PURPOSE Due to the low contrast, blurry boundaries, and large amount of shadows in breast ultrasound (BUS) images, automatic tumor segmentation remains a challenging task. Deep learning provides a solution to this problem, since it can effectively extract representative features from lesions and the background in BUS images. METHODS A novel automatic tumor segmentation method is proposed by combining a dilated fully convolutional network (DFCN) with a phase-based active contour (PBAC) model. The DFCN is an improved fully convolutional neural network with dilated convolution in deeper layers, fewer parameters, and batch normalization techniques; and has a large receptive field that can separate tumors from background.

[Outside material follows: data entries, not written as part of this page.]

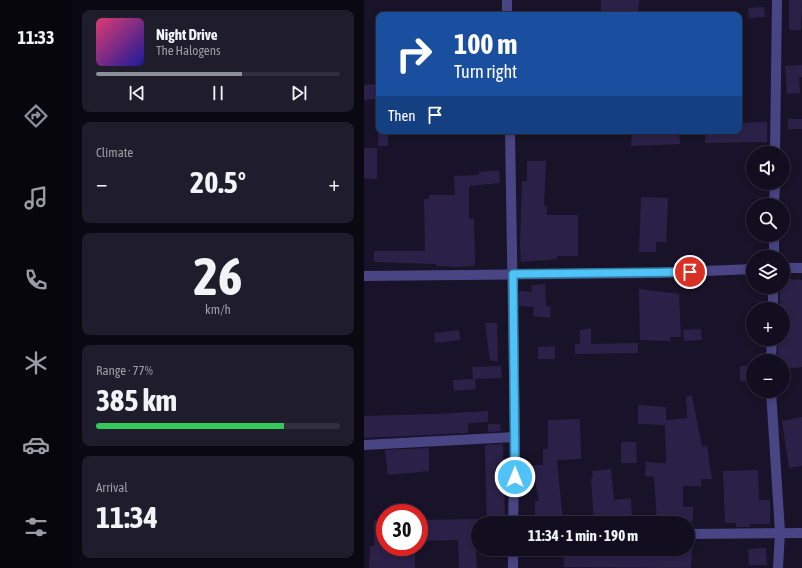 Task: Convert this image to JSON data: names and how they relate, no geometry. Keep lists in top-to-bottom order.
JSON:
{
  "page": {
    "tabs": "11:33",
    "turn": ["100 m", "Turn right"],
    "song": ["Night Drive", "The Halogens"],
    "then": "Then",
    "tile": [
      "Climate",
      ["26", "km/h"],
      ["Range · 77%", "385 km"],
      ["Arrival", "11:34"]
    ],
    "map_buttons": ["+", "−"],
    "heat": ["−", "20.5°", "+"],
    "limit": "30",
    "trip": "11:34 · 1 min · 190 m"
  }
} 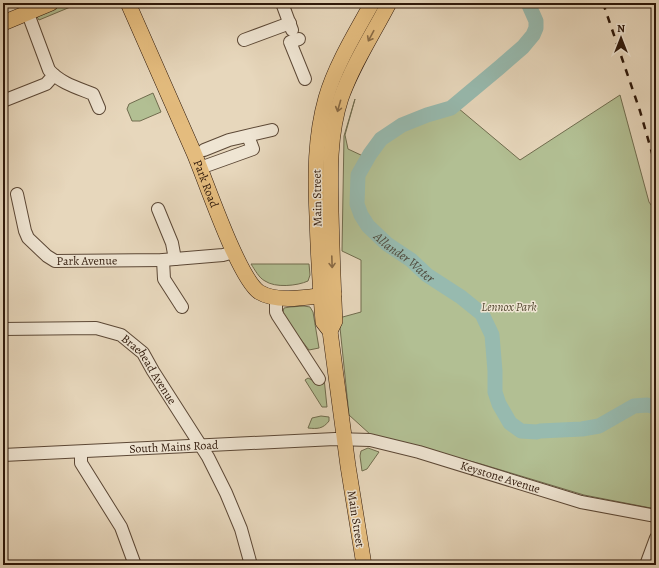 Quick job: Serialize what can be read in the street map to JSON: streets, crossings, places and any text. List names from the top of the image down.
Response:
{
  "streets": {
    "main road": ["Park Road", "Main Street"],
    "street": [
      "Park Avenue",
      "Braehead Avenue",
      "South Mains Road",
      "Keystone Avenue"
    ]
  },
  "crossings": [
    ["Park Road", "Main Street"],
    ["Park Road", "Park Avenue"],
    ["Main Street", "South Mains Road"],
    ["Main Street", "Keystone Avenue"],
    ["Braehead Avenue", "South Mains Road"],
    ["South Mains Road", "Keystone Avenue"]
  ],
  "water": ["Allander Water"],
  "parks": ["Lennox Park"],
  "north": "top"
} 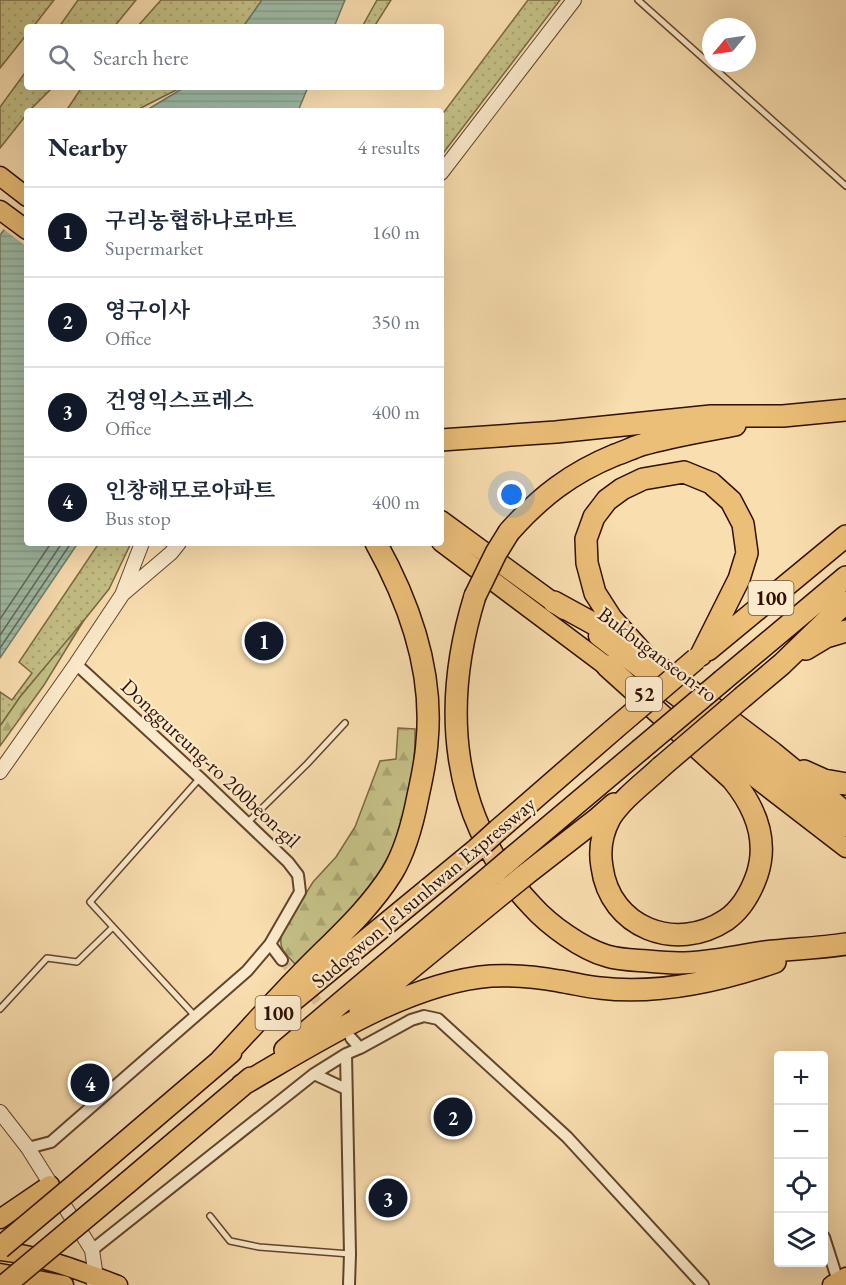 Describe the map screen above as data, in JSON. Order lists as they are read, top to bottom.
{
  "streets": {
    "highway": ["100", "Sudogwon Je1sunhwan Expressway"],
    "main road": ["Bukbuganseon-ro", "52"],
    "street": ["Donggureung-ro 200beon-gil"]
  },
  "north": "bottom left",
  "page": {
    "search": "Search here",
    "heading": ["Nearby", "4 results"],
    "list": [
      {
        "mark": "1",
        "name": "구리농협하나로마트",
        "note": "Supermarket",
        "value": "160 m"
      },
      {
        "mark": "2",
        "name": "영구이사",
        "note": "Office",
        "value": "350 m"
      },
      {
        "mark": "3",
        "name": "건영익스프레스",
        "note": "Office",
        "value": "400 m"
      },
      {
        "mark": "4",
        "name": "인창해모로아파트",
        "note": "Bus stop",
        "value": "400 m"
      }
    ],
    "pins": [
      "1",
      "4",
      "2",
      "3"
    ],
    "map_buttons": ["+", "−"]
  }
}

The predictions made by the DFCN are relatively rough due to blurry boundaries and variations in tumor sizes; thus, the PBAC model, which adds both region-based and phase-based energy functions, is applied to further improve segmentation results. The DFCN model is trained and tested in dataset 1 which contains 570 BUS images from 89 patients. In dataset 2, a 10-fold support vector machine (SVM) classifier is employed to verify the diagnostic ability using 460 features extracted from the segmentation results of the proposed method. RESULTS Advantages of the present method were compared with three state-of-the-art networks; the FCN-8s, U-net, and dilated residual network (DRN). Experimental results from 170 BUS images show that the proposed method had a Dice Similarity coefficient of 88.97 ± 10.01%, a Hausdorff distance (HD) of 35.54 ± 29.70 pixels, and a mean absolute deviation (MAD) of 7.67 ± 6.67 pixels, which showed the best segmentation performance. In dataset 2, the area under curve (AUC) of the 10-fold SVM classifier was 0.795 which is similar to the classification using the manual segmentation results. CONCLUSIONS The proposed automatic method may be sufficiently accurate, robust, and efficient for medical ultrasound applications.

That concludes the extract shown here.